Source data:
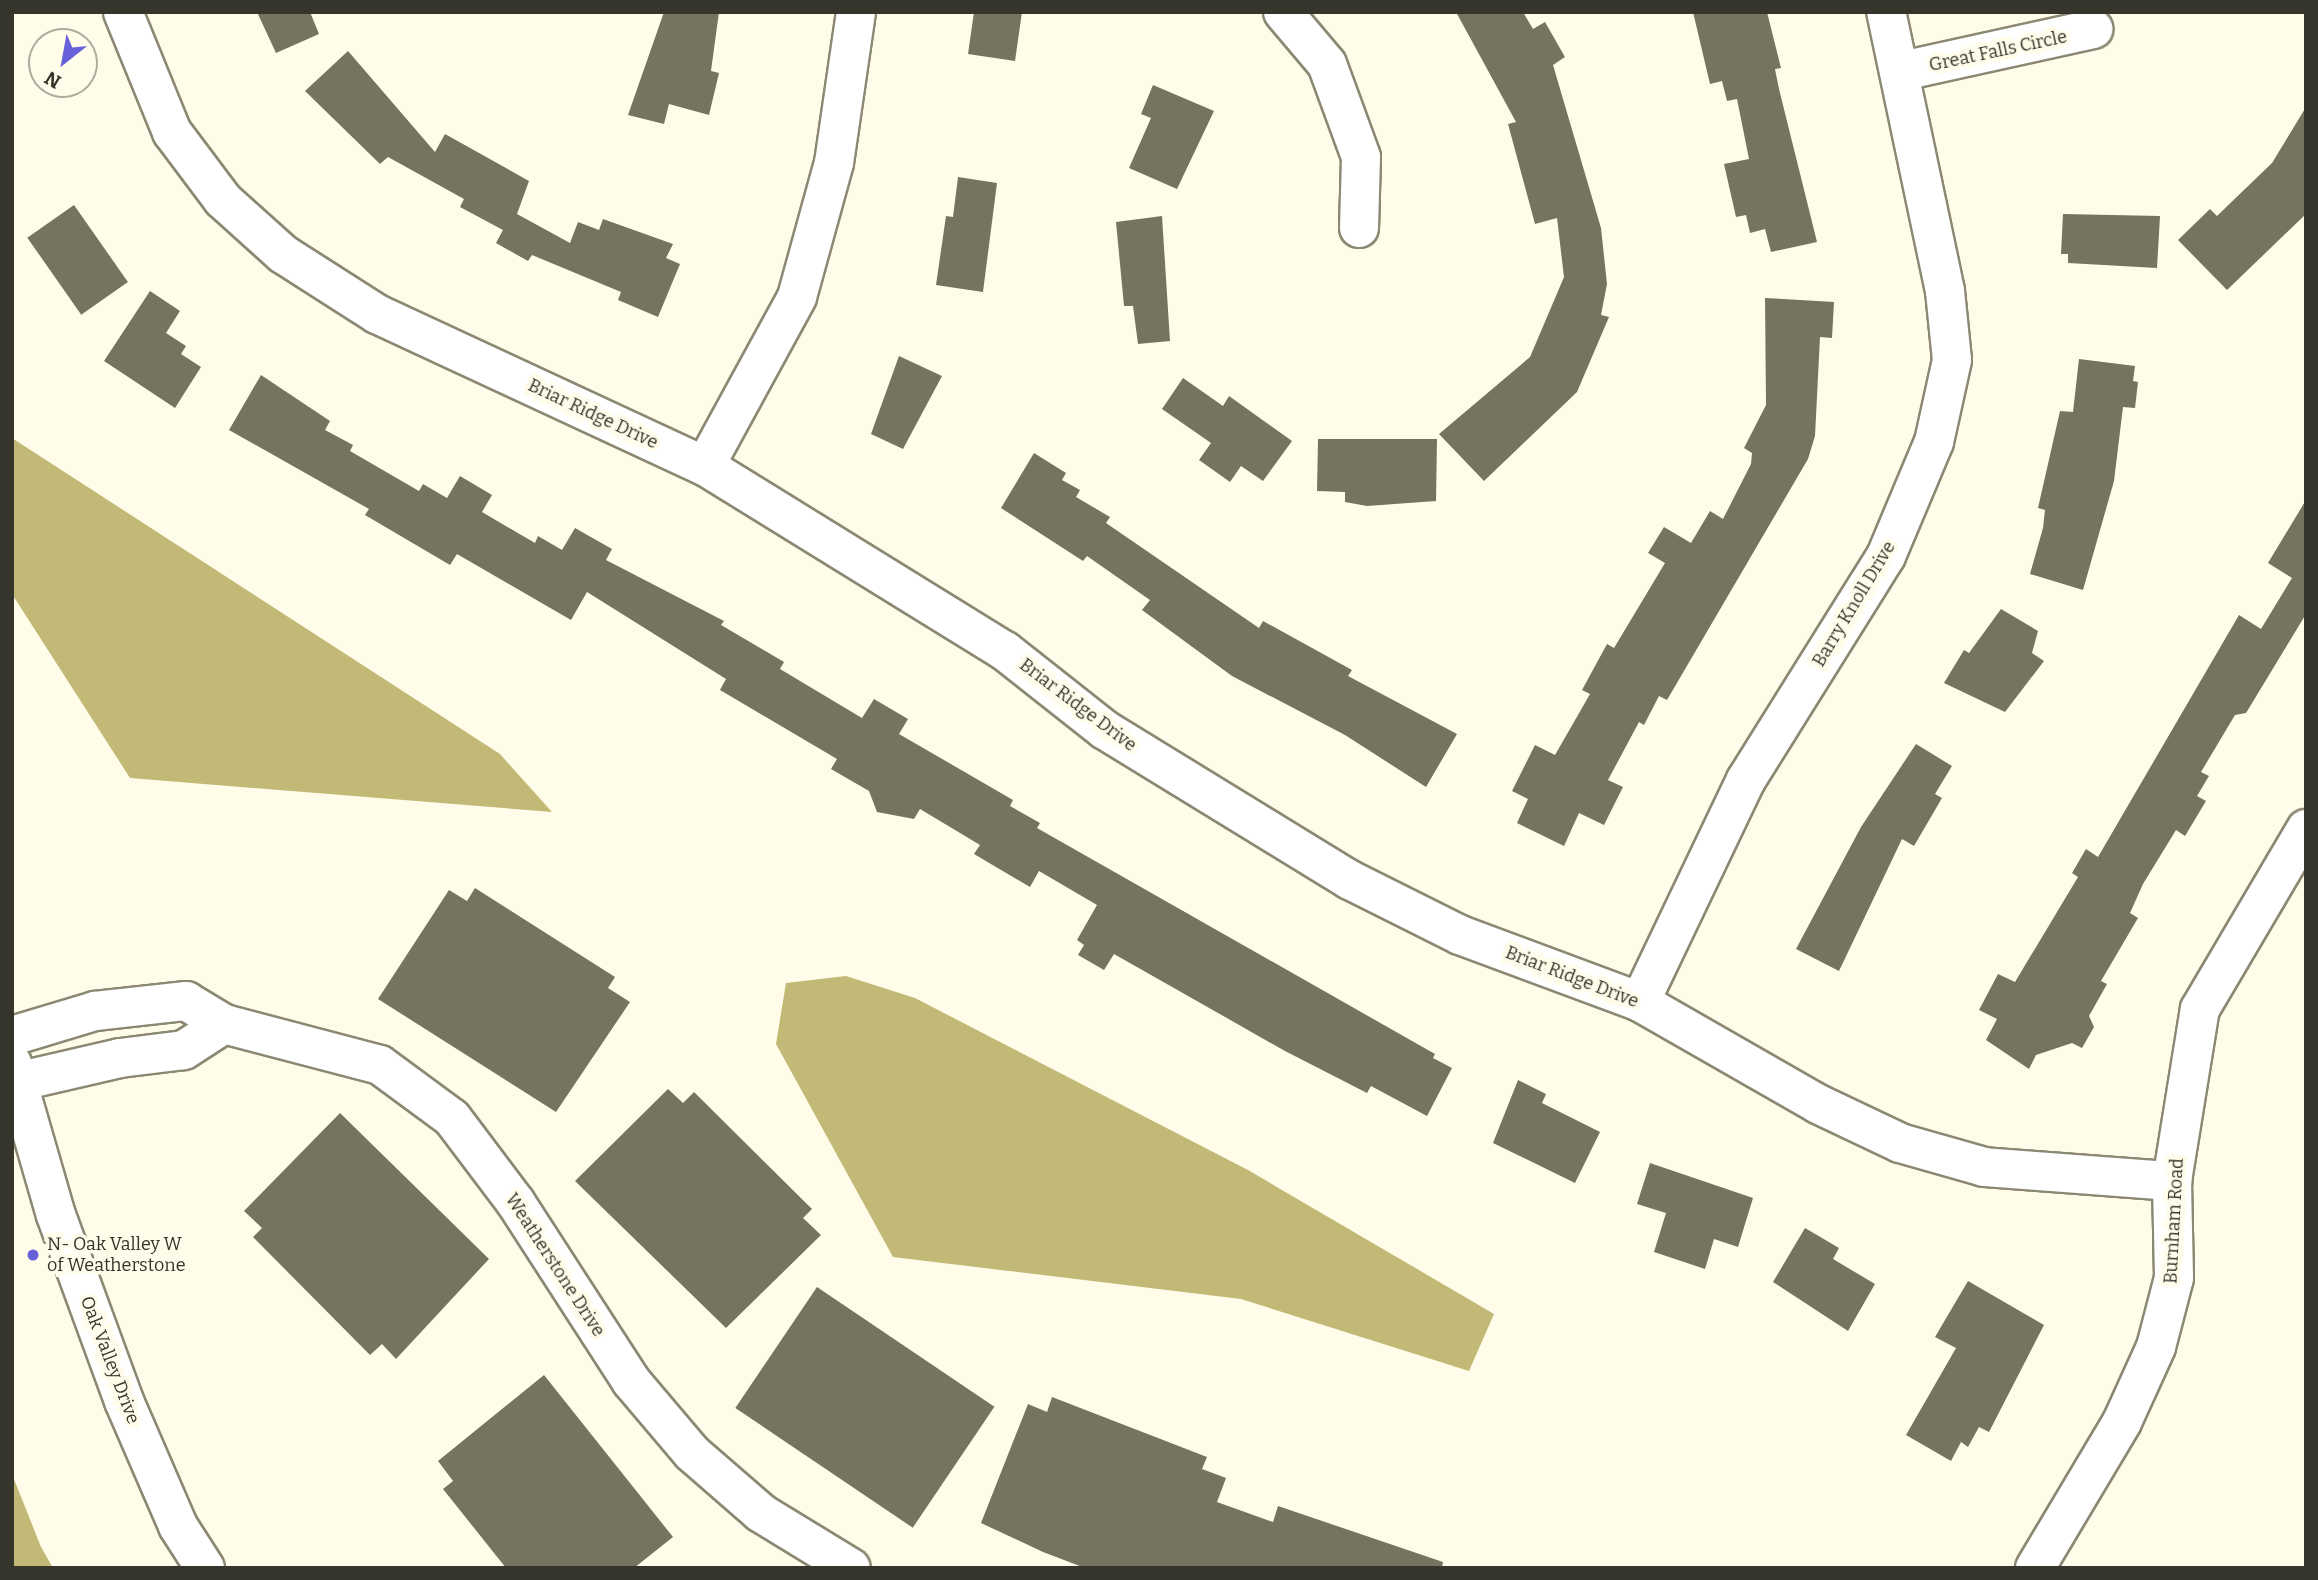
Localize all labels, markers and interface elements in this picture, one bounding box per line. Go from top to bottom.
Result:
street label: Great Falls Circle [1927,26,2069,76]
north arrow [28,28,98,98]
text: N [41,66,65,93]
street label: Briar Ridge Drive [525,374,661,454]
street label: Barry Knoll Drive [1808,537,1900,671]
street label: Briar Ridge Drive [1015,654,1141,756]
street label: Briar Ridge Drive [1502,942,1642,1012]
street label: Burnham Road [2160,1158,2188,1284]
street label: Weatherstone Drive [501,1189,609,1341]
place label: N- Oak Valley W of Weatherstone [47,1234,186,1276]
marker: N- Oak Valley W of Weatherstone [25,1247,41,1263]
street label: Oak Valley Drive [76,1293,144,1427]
* * *
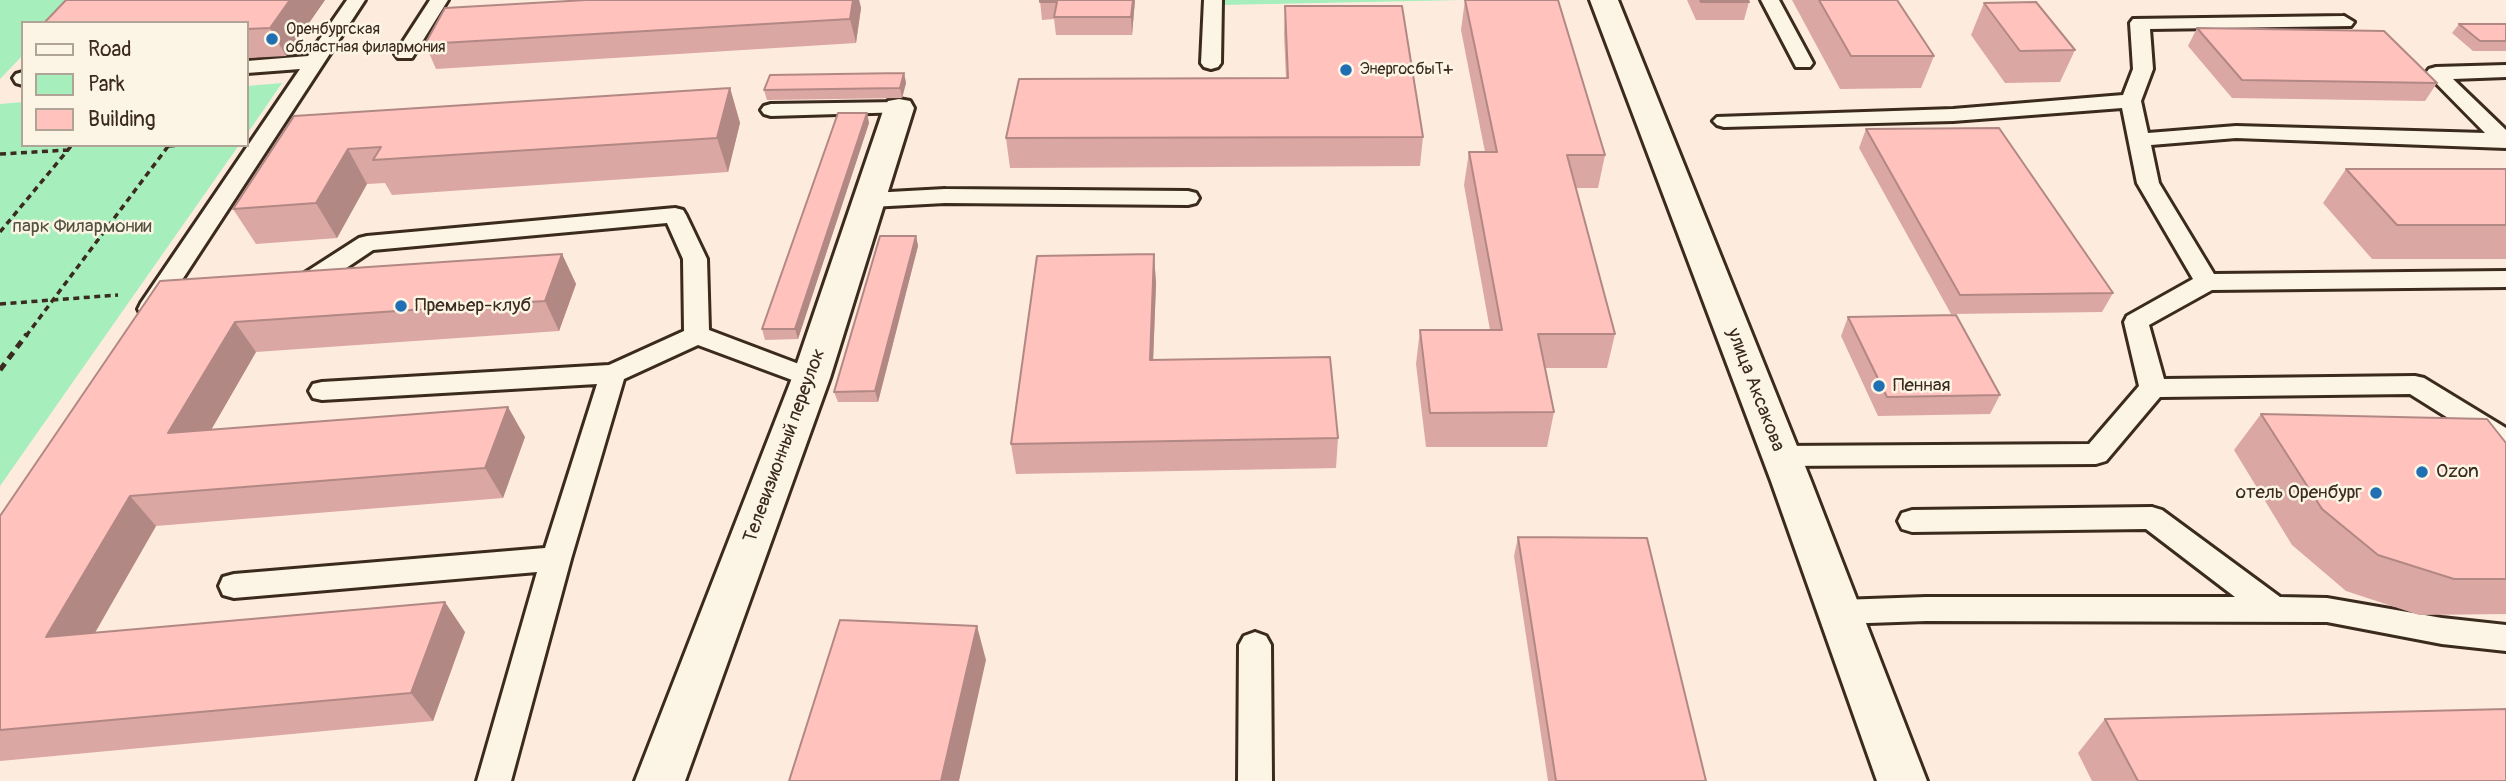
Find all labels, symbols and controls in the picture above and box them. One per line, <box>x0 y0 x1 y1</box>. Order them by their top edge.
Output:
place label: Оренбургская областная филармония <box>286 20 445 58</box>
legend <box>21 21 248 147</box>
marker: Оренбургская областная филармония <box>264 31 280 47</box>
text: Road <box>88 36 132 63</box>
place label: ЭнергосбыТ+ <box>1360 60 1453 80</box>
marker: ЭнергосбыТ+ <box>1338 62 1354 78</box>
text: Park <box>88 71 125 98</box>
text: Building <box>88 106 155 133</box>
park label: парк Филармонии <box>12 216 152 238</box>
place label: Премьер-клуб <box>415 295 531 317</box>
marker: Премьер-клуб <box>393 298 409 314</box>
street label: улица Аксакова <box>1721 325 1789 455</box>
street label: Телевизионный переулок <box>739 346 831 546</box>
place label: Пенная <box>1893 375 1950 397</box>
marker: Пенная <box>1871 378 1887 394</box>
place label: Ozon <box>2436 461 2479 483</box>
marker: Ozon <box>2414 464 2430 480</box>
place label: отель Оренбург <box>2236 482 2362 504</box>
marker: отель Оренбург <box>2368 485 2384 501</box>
* * *
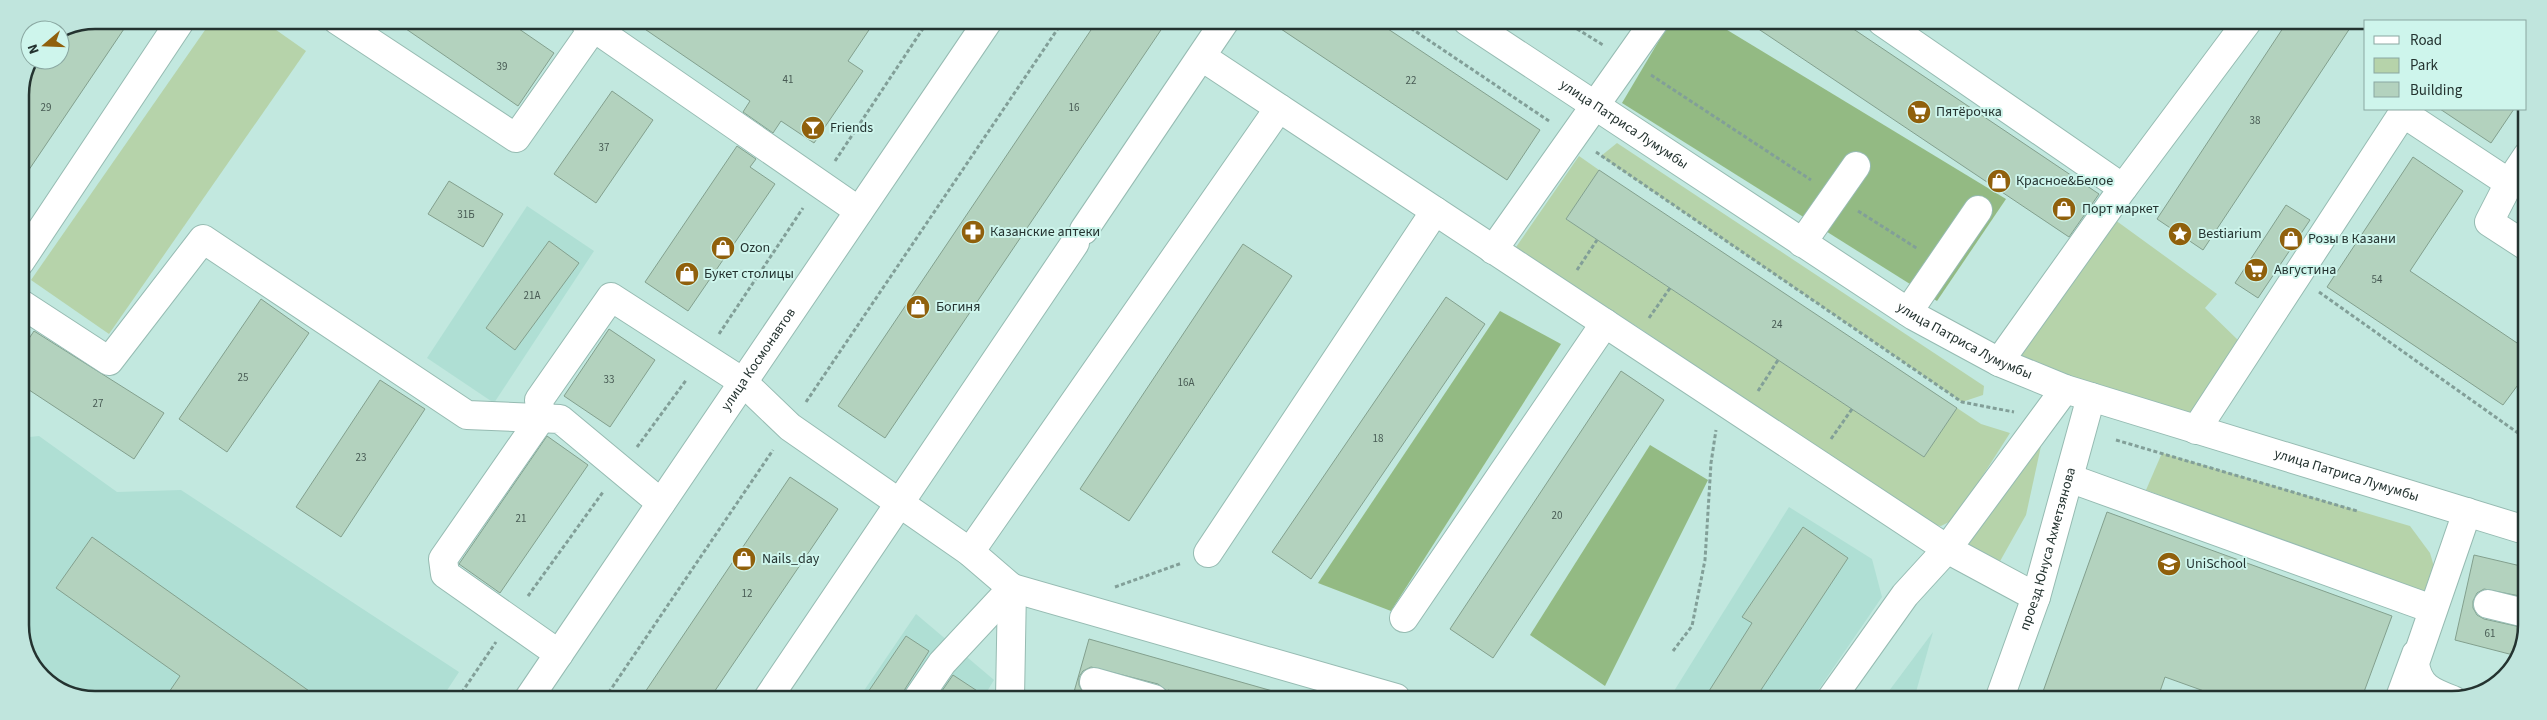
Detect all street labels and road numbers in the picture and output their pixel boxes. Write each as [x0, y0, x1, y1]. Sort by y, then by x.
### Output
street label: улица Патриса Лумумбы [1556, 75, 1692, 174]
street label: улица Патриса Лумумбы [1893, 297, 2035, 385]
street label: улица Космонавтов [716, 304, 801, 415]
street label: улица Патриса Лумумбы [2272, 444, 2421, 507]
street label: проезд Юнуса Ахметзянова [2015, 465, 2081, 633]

WORK REQUIRED:
All lines that contain the word "labels" must be copied from the records above.

SOLUTION TO THIS PROBLEM:
Localize all labels, markers and interface elements in this picture, one bounding box per line. Go from top to bottom.
Find all labels, symbols and controls in the picture above and box them. One per line, <box>x0 y0 x1 y1</box>. Order them by their top edge.
Detect all street labels and road numbers in the picture and output their pixel boxes. Write each as [x0, y0, x1, y1]. Sort by y, then by x.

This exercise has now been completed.